# Santa Monica Vist



## stickystuff (Mar 7, 2007)

any one ride in the mornings or weekends. heading out next sunday the 11th for 2.5 weeks. im a 30-60 mile rider. looking for a group to ride with, dont really now the area enough.


----------



## DrRoebuck (May 10, 2004)

I sometimes ride with a group out of Playa Vista. I can give you directions from Santa Monica on how to get there. They go at a pretty easy pace, usually for 25-40 miles, mostly flat. If you tack on the ride from S.M. to Playa Vista you'll do fine.

Lemme know if you want more info.


----------



## SM-Rider (May 2, 2007)

I'm not a member, but I see these guys riding around all the time.

http://www.lagrange.org/rides.htm

They always start close to Santa Monica. Their rides aren't quite 30 miles, but they hit some hills or run at a decent pace.


----------



## Hollywood (Jan 16, 2003)

also check in with the Cynergy shop, see if they know of any rides planned.

(310) 857-1500


----------



## DrRoebuck (May 10, 2004)

Hollywood said:


> also check in with the Cynergy shop, see if they know of any rides planned.
> 
> (310) 857-1500


Dude. I hit 6000 posts today and you're still in the 3's. WTF?


----------



## Hollywood (Jan 16, 2003)

DrRoebuck said:


> Dude. I hit 6000 posts today and you're still in the 3's. WTF?



I don't sit in front of this all day and night.


----------



## il sogno (Jul 15, 2002)

Hollywood said:


> I don't sit in front of this all day and night.

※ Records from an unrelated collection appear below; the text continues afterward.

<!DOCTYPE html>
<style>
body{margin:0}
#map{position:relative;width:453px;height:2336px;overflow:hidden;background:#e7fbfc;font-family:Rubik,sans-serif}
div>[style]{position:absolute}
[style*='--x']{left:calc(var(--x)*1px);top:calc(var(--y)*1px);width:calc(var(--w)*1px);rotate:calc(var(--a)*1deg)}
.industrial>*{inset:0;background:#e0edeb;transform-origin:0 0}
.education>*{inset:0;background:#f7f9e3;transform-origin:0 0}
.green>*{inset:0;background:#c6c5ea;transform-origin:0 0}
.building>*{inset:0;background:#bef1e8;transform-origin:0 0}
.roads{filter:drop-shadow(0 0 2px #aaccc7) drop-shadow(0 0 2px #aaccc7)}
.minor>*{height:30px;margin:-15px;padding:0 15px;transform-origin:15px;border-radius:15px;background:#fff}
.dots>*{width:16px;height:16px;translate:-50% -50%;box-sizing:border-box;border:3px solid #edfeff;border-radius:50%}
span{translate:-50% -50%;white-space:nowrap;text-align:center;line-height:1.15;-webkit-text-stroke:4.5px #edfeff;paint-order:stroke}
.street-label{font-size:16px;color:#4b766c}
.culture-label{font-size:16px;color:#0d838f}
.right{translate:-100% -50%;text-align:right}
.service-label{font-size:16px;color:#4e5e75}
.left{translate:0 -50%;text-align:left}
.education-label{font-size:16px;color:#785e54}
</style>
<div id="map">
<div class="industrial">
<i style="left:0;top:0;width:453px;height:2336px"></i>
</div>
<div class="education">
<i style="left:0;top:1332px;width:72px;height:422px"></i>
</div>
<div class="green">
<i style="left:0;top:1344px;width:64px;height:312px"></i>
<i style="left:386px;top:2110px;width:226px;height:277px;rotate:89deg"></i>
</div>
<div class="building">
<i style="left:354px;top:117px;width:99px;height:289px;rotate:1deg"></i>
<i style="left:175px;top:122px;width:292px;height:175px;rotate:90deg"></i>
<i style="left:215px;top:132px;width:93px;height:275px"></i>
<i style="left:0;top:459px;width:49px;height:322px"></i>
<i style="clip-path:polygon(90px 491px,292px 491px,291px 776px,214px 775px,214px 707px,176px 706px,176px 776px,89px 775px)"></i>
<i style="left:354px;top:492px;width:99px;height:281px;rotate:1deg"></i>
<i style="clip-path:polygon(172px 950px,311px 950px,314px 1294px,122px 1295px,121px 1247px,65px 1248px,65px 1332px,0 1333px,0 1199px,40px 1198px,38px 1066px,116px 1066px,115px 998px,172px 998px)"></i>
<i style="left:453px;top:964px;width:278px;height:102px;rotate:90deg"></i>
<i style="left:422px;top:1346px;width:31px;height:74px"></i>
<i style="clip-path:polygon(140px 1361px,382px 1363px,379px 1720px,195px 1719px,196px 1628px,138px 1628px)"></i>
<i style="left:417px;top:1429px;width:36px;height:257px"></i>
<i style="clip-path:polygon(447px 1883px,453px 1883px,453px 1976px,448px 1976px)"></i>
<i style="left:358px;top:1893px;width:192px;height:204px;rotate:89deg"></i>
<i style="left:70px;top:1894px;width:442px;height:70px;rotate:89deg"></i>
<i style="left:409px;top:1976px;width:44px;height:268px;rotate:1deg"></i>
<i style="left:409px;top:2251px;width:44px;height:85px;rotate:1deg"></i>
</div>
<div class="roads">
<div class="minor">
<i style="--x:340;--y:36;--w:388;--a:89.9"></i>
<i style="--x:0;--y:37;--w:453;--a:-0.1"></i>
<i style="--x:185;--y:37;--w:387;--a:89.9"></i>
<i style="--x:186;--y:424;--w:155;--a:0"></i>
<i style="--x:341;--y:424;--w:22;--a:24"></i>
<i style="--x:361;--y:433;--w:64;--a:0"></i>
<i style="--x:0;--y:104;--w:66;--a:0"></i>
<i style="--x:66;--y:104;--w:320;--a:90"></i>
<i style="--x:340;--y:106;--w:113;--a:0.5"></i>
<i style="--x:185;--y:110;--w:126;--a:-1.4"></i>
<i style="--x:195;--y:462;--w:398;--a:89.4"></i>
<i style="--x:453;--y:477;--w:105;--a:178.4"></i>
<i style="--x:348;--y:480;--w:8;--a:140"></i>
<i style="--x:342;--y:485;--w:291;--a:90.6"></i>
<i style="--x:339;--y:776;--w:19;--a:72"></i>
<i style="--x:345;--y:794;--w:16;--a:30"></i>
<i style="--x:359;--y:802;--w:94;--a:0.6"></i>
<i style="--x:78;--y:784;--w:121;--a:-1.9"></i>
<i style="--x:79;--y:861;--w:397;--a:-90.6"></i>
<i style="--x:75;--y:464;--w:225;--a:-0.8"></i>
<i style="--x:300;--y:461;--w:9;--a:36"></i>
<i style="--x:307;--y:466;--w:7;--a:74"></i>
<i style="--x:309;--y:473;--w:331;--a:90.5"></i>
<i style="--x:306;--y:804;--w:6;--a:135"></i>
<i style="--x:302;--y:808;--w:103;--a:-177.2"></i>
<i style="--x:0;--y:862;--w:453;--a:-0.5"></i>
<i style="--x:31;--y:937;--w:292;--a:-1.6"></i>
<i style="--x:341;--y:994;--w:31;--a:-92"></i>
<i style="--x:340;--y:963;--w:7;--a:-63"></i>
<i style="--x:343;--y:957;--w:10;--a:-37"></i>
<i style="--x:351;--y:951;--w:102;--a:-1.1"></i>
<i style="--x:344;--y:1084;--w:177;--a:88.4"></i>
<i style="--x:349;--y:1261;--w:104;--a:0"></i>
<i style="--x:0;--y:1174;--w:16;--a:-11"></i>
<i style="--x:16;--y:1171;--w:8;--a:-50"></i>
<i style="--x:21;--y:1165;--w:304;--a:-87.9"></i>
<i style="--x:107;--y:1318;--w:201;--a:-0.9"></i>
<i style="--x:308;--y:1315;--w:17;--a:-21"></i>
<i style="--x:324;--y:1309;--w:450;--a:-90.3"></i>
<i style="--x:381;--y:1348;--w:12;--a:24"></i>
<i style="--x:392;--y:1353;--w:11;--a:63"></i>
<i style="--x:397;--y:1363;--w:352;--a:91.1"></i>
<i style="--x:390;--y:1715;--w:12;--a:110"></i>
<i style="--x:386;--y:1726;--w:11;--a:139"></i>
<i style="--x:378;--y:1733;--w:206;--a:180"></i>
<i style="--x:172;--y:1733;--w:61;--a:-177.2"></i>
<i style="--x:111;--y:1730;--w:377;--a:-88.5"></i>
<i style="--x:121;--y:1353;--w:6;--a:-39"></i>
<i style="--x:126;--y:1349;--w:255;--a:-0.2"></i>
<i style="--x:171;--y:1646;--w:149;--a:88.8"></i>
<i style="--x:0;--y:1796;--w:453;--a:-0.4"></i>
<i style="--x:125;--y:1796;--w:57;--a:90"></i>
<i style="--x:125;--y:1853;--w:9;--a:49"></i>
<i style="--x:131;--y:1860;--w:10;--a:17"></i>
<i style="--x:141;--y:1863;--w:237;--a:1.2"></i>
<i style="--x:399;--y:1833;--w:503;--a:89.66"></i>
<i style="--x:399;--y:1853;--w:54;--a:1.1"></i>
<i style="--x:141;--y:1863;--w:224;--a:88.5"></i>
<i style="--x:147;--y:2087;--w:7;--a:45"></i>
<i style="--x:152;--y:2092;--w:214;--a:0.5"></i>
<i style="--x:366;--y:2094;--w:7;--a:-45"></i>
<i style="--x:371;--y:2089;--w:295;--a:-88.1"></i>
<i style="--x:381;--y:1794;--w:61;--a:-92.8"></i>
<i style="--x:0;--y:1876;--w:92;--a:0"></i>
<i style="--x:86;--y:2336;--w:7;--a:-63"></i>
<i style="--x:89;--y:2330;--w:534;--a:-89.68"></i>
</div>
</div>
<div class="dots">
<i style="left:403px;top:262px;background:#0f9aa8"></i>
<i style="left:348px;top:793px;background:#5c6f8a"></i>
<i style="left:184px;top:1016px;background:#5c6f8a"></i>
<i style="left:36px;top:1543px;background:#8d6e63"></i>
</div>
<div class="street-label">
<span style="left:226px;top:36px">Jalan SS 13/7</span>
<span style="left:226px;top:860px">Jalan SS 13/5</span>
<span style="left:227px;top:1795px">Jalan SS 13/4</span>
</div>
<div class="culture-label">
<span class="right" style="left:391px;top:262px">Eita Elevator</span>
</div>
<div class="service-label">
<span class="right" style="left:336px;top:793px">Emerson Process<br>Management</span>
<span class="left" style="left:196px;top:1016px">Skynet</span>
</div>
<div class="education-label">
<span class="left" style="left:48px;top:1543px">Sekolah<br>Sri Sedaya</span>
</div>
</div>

I'm comin' up to 8K.....newbs.


----------



## DrRoebuck (May 10, 2004)

il sogno said:


> I'm comin' up to 8K.....newbs.


See you this time next month. :wink:


----------



## Mapei (Feb 3, 2004)

Hey, I'm approaching 2000. And I've been hanging out on this website since there was only one forum, and Fixed was using his real name....


----------



## Hollywood (Jan 16, 2003)

Mapei said:


> Hey, I'm approaching 2000. And I've been hanging out on this website since there was only one forum, and Fixed was using his real name....


was that when it was a BBS?


----------



## DrRoebuck (May 10, 2004)

Hollywood said:


> was that when it was a BBS?


I think it was a bunch of guys sitting in a room with typewriters.


----------



## Mapei (Feb 3, 2004)

You laugh about the typewriters... It was still faster than dial-up.


----------



## JSR (Feb 27, 2006)

I think Helen's Cycles in Santa Monica has a ride on Saturdays. I've seen them up the coast 30 miles from town, so that my be a clue as to how far they go.

JSR


----------